Abstract

Michael Stoker was a renowned virologist and cell biologist. He gained his interest in research while serving as a medical officer during the Second World War in India, studying infectious diseases such as typhus. He began to study viruses in the Department of Pathology in Cambridge and in 1958 was appointed to the first established UK chair of virology and as head of the Medical Research Council Virus Unit at the University of Glasgow. He pioneered studies of cancer-causing viruses using polyomavirus of mice, and developed the baby hamster kidney cell lines still used today for vaccine production. In 1968 he moved to London as director of research at the Imperial Cancer Research Fund (ICRF) Laboratories, now part of the Cancer Research UK funded laboratories at the Francis Crick Institute.

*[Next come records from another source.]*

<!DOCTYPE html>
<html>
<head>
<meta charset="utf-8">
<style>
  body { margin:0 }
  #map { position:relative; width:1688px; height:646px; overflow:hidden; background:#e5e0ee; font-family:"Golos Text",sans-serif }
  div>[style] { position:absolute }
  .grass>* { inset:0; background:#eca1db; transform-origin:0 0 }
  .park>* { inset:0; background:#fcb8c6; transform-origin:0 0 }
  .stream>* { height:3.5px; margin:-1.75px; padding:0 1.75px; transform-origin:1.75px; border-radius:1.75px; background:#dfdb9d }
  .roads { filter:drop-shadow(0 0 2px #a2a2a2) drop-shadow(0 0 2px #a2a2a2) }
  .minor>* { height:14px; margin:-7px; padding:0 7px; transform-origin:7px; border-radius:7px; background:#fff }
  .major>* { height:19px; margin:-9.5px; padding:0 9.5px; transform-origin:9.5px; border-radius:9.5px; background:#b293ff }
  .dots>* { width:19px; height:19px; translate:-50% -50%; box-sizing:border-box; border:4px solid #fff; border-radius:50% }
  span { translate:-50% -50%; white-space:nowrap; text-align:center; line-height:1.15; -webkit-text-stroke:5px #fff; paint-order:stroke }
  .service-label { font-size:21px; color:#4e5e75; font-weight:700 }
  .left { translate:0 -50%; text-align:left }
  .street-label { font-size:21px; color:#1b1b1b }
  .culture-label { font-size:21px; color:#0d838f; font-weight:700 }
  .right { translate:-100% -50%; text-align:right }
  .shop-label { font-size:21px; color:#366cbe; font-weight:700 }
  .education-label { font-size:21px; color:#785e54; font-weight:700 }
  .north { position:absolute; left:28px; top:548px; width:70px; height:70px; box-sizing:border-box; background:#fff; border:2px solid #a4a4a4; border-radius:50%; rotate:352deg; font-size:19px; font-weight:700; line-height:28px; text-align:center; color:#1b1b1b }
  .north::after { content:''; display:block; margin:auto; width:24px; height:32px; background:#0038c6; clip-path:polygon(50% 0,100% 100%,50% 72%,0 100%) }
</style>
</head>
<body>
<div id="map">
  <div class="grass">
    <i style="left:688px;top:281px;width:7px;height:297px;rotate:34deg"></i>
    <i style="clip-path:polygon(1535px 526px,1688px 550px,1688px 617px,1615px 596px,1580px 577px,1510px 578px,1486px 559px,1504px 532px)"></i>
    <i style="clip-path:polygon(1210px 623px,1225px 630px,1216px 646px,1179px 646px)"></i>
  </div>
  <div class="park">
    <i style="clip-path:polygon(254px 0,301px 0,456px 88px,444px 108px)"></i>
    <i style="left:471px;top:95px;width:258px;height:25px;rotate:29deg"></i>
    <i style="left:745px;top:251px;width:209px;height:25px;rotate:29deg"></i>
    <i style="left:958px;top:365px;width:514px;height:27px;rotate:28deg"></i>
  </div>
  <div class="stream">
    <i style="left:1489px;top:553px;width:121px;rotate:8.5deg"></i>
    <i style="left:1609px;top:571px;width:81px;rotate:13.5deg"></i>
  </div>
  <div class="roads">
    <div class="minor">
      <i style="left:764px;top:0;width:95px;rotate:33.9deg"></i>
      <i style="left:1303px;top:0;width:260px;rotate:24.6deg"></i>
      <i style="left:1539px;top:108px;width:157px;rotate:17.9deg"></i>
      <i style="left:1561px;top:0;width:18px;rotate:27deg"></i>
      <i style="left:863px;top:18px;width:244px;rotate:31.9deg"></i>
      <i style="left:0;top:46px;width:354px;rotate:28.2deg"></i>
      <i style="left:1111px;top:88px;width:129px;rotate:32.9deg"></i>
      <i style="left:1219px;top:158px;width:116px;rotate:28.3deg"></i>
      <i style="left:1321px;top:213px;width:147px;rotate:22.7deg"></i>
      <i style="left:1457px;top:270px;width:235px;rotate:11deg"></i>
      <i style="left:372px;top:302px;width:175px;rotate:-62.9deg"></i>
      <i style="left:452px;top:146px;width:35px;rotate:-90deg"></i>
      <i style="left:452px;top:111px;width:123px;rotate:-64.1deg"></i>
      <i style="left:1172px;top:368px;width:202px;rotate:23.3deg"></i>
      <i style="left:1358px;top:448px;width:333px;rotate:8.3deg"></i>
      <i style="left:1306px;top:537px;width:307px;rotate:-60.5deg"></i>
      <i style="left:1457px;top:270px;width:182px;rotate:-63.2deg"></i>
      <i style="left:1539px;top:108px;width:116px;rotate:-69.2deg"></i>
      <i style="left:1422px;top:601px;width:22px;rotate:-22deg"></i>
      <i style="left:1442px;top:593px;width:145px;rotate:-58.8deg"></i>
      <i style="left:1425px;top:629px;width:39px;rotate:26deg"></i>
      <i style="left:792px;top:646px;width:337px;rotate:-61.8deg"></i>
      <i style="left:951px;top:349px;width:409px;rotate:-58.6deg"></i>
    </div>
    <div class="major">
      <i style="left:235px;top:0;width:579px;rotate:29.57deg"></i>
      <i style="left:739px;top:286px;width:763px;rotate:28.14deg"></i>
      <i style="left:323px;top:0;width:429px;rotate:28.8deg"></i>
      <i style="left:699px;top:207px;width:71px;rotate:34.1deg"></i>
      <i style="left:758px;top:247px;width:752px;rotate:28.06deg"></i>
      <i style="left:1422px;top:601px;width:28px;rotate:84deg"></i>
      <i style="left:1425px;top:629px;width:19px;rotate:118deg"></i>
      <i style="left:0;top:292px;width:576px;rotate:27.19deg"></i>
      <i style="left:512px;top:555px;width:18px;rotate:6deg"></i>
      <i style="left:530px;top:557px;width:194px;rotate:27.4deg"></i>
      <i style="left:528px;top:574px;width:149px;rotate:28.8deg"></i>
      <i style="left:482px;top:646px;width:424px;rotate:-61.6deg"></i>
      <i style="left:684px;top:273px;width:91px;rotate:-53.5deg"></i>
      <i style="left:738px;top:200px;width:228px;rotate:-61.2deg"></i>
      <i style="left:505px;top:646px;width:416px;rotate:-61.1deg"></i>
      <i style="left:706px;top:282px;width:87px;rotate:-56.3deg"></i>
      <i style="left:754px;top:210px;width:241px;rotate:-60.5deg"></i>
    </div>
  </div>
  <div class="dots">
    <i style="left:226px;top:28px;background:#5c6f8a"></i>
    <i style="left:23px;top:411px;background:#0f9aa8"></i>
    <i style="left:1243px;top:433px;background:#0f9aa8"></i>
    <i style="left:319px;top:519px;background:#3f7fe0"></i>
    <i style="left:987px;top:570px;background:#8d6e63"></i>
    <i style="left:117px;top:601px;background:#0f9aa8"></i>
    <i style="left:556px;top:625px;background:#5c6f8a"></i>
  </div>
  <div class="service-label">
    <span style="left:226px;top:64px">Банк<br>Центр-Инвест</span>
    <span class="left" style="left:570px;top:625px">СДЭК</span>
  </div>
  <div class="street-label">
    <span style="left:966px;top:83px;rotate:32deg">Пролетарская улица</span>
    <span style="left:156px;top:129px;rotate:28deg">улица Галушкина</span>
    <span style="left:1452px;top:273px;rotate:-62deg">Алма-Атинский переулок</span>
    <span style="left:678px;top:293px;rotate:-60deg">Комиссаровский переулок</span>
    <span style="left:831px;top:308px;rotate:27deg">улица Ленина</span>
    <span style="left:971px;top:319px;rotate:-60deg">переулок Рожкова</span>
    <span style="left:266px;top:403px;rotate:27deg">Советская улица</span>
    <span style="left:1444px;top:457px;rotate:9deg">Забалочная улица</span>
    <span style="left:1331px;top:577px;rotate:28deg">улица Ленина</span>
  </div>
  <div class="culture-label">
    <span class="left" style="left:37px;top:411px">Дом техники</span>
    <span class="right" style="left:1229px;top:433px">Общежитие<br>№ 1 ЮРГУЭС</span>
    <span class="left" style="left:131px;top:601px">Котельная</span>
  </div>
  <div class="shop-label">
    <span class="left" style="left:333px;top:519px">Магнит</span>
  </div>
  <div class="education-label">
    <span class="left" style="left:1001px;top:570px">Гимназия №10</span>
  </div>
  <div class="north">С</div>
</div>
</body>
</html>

He brought many virologists to ICRF, while he himself turned to cell biology, first of mesenchymal cells and then of normal and malignant epithelial cells, particularly breast epithelium. Returning to Cambridge in 1978, he discovered scatter factor (also known as hepatocyte growth factor), a paracrine cytokine that stimulates motility and proliferation of epithelial cells. Michael had broad-ranging interests and there are few virologists in the UK who have not been influenced either by him directly or by his protégés. Among the many activities beyond the institutions where he worked, he served from 1976 to 1981 as Foreign Secretary and Vice-President of the Royal Society.